Conan felt the night's shocks settle into a strange, cold calm. Kidnapped, shaken, shown the hidden world — now offered a role as its defender? The sequence made his head swim and then clear.
He asked, voice steady, "Who would the savior fight?"
Renji listed casually: "Evil spirits, cursed beings, vampires, aliens, psychics, or Kages from other worlds. Among them some will want to rewrite or destroy the world to suit their whims. Do you consider that an enemy?"
Conan remembered every strange thing he'd just seen and, for the first time, felt the weight of the question. Renji's tone was revealing: he wasn't threatening. "Don't stare at me like that. I haven't forced you yet. Even if you refuse, I won't harm you. Want to know why?"
Renji pointed at Conan. "Because when a mystery lies before you, no matter how dangerous, you rush to solve it. That's who you are. You can be the kind of savior who solves mysteries — if you accept."
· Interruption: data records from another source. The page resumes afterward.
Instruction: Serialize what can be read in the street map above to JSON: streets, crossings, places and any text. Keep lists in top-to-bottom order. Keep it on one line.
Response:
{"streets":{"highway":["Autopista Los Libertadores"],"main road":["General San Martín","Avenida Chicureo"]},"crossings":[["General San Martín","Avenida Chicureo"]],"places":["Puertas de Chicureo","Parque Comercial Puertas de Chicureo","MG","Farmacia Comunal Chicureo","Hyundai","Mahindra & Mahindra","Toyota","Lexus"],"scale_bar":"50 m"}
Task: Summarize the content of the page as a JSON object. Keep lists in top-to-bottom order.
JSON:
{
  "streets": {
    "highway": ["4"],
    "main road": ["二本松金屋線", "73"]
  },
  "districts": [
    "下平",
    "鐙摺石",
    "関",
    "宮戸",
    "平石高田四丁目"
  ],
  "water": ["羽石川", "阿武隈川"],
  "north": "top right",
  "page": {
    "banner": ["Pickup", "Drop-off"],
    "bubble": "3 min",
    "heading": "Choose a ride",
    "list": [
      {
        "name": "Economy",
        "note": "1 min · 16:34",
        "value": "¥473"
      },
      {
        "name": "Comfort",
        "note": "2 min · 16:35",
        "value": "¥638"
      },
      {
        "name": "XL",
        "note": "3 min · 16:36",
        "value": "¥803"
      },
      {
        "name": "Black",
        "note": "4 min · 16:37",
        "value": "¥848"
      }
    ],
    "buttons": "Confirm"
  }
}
Conan considered the question. He'd chosen to stay in Japan for Ran and for justice. He had always felt a pull to right wrongs. The offer to fight on a larger stage — to face forces he'd never imagined — tugged at the part of him that could not turn away from a riddle.
He didn't answer immediately. Instead he looked at the sleeping figures outside, at Jerry's expectant face, and at the man who wore his older self's likeness like a mask of mischief and challenge. Renji had not only shown him the hidden truth — he had given Conan time to think about what he stood for.
Finally, Conan spoke. "If I'm going to do anything, I do it to protect people — to protect Ran, to protect those who can't protect themselves. If there's a way to stop those things from harming others, I'll hear you out."
Renji's smile deepened. "Good. You already gave the right answer."
Silence settled between them for a moment, charged rather than empty. Moonlight slanted into the alley. Conan felt the world expand in a way that both frightened and fascinated him.
Renji tapped the side of the lens as if to seal the agreement. "Tomorrow, then. We'll start small."
Conan nodded. He was still a boy trapped in a child's body, but tonight he had seen beyond the page. That knowledge — and the choice that followed — would change the path ahead.